### WORK TO BE COMPLETED
Write out exactly the lines running from the one that contains "Convert the image" through the end of the material.

### EXTRACTED INFORMATION
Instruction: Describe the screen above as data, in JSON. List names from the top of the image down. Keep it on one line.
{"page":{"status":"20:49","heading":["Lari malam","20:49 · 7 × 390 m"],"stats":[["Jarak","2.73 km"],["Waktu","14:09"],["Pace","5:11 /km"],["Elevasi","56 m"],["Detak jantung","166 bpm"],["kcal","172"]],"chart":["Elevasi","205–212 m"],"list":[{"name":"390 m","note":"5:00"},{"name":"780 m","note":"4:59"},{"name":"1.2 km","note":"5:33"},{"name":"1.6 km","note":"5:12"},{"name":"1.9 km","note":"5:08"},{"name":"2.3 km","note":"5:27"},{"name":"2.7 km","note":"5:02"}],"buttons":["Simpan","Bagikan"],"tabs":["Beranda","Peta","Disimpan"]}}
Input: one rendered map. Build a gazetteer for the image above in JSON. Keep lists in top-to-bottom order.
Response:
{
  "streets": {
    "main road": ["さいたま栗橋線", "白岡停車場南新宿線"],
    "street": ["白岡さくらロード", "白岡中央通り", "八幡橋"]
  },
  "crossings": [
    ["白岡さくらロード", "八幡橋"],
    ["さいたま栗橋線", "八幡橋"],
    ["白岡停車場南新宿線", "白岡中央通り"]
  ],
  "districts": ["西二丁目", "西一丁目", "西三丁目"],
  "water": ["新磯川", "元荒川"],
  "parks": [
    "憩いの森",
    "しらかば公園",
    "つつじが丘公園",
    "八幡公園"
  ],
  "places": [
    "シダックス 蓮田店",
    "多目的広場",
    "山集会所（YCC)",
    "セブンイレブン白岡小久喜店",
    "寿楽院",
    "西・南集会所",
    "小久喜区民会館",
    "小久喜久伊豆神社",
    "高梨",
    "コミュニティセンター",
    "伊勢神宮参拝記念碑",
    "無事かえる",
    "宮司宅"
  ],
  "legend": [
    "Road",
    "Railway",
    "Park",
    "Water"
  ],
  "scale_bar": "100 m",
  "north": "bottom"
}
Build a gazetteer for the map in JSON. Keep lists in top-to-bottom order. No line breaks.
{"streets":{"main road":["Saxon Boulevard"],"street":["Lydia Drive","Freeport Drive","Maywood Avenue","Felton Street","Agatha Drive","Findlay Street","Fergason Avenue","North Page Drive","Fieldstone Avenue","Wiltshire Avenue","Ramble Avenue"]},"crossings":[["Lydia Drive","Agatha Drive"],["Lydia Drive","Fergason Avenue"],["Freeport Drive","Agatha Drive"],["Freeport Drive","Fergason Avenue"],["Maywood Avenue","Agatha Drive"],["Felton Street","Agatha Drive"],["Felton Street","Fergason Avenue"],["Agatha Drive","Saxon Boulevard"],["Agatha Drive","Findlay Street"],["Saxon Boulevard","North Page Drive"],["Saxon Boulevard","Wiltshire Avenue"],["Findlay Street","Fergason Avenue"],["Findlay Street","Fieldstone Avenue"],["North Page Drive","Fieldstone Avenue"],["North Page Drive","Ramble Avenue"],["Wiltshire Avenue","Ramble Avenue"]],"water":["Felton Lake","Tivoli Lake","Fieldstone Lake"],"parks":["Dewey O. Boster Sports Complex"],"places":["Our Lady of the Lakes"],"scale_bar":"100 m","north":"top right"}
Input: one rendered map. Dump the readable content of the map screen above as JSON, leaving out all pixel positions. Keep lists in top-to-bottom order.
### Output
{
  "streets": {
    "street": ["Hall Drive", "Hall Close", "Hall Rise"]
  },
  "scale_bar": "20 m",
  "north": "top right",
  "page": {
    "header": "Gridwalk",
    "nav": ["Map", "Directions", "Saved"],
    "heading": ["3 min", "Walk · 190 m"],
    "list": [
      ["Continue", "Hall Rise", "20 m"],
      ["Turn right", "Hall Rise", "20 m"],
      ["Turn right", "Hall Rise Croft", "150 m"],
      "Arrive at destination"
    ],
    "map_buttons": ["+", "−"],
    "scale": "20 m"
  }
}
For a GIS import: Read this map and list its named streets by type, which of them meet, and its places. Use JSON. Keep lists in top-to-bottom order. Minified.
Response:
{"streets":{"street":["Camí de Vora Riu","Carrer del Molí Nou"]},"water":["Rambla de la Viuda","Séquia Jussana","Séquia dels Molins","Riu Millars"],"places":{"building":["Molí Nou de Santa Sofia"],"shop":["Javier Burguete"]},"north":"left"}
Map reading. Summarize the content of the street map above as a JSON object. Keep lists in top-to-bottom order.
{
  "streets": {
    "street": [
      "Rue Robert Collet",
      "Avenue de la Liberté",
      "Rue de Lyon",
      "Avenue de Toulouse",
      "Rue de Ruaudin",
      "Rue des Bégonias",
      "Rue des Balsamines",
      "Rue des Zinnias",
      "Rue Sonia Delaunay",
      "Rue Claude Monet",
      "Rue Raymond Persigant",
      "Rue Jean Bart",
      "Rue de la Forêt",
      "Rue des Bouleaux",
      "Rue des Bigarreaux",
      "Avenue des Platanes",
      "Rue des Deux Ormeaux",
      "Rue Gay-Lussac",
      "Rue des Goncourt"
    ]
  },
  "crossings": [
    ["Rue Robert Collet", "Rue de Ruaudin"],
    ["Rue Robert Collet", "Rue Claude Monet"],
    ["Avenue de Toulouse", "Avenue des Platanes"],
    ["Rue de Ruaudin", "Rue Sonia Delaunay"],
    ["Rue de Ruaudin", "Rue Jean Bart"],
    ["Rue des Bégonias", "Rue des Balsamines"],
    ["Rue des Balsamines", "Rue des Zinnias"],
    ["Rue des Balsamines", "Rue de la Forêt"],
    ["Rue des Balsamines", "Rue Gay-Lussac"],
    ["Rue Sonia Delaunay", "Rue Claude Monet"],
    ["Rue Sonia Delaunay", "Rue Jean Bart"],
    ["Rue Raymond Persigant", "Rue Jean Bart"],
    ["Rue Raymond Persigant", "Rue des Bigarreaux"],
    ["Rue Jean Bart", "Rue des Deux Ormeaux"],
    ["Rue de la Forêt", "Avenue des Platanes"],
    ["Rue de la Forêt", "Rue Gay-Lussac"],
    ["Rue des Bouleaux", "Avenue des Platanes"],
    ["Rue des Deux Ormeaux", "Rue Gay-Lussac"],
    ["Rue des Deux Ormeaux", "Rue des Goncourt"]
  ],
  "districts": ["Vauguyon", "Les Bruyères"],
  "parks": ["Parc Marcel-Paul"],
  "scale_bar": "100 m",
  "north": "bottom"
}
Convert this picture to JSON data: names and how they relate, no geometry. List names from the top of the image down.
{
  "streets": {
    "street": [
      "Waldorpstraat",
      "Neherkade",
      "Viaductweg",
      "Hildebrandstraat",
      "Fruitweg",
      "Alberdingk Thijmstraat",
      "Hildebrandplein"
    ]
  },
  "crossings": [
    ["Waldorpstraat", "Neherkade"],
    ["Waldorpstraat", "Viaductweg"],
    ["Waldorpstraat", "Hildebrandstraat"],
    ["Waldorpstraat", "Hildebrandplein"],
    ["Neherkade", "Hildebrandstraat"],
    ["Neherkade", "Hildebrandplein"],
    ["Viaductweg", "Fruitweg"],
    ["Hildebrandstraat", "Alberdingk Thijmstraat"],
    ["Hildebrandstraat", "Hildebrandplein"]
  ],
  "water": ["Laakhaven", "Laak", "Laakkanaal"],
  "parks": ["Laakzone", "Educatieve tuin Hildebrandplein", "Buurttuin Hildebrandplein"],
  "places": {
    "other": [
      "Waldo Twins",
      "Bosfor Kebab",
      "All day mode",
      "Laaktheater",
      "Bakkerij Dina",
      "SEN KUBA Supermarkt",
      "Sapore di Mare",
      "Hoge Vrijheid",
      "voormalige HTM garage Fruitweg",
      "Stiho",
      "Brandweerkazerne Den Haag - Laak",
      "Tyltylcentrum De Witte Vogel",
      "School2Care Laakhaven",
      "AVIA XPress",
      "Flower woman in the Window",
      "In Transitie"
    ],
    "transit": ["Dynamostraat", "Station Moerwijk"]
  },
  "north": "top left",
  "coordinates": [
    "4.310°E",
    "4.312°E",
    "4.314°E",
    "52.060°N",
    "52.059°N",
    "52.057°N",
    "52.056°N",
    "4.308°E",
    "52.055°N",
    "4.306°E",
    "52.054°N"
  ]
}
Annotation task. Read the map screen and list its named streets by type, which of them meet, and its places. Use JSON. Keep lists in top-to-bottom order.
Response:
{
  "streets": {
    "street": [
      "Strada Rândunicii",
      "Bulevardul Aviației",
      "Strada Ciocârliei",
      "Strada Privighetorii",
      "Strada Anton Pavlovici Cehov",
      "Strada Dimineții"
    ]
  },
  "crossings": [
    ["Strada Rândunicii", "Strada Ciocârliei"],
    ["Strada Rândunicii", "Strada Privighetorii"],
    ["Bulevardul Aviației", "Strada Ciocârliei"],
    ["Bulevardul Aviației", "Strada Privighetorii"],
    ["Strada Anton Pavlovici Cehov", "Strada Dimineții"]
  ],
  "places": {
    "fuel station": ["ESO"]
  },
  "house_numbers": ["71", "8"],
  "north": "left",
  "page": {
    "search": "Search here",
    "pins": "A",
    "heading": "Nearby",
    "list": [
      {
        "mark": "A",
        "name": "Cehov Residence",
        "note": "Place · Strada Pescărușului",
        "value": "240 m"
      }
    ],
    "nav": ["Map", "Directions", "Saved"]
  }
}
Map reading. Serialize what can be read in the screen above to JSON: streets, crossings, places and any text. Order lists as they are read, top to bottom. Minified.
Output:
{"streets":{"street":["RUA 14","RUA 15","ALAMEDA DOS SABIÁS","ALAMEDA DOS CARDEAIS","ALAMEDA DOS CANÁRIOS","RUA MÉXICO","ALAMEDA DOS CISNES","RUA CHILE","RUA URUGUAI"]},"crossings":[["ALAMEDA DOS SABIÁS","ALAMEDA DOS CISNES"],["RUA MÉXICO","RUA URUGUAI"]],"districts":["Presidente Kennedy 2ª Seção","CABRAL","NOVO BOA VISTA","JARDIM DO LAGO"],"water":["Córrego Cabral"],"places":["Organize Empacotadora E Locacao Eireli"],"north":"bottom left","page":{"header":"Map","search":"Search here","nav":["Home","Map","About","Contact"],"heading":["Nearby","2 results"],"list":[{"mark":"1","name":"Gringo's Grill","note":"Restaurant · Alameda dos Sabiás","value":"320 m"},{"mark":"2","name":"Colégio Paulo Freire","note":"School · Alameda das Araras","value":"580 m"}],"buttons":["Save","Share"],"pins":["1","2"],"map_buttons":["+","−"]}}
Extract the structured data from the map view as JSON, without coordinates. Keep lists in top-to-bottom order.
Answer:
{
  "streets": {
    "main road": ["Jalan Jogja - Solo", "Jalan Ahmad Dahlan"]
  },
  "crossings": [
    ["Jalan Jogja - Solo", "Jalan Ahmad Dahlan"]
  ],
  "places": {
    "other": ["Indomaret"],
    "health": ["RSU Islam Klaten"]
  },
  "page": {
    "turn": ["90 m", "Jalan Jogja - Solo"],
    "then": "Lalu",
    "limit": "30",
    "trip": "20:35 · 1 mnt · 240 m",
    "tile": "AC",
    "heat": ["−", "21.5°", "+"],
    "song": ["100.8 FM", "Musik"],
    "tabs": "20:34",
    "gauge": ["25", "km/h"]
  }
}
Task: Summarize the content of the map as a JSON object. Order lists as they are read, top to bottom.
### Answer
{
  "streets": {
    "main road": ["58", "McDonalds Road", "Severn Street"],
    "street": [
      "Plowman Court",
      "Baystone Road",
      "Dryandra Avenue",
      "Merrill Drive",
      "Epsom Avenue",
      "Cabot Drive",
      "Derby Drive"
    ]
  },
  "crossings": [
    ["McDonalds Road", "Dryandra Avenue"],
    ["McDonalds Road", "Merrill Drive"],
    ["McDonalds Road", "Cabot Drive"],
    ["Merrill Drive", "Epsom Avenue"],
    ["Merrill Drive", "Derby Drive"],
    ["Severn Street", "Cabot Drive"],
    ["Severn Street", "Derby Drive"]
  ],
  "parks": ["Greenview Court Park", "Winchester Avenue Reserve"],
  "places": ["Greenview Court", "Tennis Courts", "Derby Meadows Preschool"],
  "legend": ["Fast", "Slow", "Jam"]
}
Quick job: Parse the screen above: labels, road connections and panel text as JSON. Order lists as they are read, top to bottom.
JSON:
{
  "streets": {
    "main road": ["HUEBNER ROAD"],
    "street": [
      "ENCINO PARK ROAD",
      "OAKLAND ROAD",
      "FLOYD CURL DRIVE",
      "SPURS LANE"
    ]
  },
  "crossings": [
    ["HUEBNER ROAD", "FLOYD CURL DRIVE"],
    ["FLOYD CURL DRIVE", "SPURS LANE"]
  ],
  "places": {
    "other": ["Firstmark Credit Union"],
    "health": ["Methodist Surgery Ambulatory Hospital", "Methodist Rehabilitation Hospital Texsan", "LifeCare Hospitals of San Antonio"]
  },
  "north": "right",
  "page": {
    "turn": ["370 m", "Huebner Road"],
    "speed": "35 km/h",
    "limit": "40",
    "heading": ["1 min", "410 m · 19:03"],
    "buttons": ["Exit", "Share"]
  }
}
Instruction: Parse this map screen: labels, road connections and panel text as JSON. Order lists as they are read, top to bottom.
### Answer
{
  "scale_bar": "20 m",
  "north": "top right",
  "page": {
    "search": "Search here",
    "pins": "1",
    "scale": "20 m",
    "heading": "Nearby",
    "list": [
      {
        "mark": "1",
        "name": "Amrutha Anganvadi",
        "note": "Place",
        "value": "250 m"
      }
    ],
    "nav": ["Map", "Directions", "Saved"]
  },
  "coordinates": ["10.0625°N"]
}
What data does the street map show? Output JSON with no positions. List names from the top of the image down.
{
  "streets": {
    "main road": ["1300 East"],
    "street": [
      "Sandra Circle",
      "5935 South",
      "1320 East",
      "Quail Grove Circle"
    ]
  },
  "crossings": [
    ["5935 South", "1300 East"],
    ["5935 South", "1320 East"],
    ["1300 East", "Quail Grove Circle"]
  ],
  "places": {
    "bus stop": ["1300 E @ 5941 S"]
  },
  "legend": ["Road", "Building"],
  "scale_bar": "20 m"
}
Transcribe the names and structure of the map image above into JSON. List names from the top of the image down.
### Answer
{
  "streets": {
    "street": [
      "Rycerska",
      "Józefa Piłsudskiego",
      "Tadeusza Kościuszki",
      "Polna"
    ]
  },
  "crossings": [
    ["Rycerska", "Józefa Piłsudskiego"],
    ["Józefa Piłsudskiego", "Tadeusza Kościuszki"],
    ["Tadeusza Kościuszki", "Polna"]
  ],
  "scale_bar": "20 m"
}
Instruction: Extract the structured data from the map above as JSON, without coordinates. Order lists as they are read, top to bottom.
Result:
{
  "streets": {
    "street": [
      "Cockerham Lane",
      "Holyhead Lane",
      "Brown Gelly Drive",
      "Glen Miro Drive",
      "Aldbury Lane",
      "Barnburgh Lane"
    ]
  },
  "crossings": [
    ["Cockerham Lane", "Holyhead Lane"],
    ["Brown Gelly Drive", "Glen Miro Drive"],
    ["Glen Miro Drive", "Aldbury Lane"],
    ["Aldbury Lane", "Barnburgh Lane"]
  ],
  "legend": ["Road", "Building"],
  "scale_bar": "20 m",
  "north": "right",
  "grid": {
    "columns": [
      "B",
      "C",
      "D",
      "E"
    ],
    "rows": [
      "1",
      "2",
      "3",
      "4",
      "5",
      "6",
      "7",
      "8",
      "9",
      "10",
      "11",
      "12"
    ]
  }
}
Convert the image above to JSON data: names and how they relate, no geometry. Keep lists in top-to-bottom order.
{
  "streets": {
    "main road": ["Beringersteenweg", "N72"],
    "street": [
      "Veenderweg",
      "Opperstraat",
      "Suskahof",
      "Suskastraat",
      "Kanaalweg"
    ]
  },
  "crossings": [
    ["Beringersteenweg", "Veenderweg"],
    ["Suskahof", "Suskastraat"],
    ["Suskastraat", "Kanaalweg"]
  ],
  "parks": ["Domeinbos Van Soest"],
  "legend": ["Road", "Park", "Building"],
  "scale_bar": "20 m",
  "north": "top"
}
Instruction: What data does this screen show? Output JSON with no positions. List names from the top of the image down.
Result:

### SOLUTION TO THIS PROBLEM
Convert the image above to JSON data: names and how they relate, no geometry. Keep lists in top-to-bottom order.
{
  "streets": {
    "main road": ["Beringersteenweg", "N72"],
    "street": [
      "Veenderweg",
      "Opperstraat",
      "Suskahof",
      "Suskastraat",
      "Kanaalweg"
    ]
  },
  "crossings": [
    ["Beringersteenweg", "Veenderweg"],
    ["Suskahof", "Suskastraat"],
    ["Suskastraat", "Kanaalweg"]
  ],
  "parks": ["Domeinbos Van Soest"],
  "legend": ["Road", "Park", "Building"],
  "scale_bar": "20 m",
  "north": "top"
}
Instruction: What data does this screen show? Output JSON with no positions. List names from the top of the image down.
Result:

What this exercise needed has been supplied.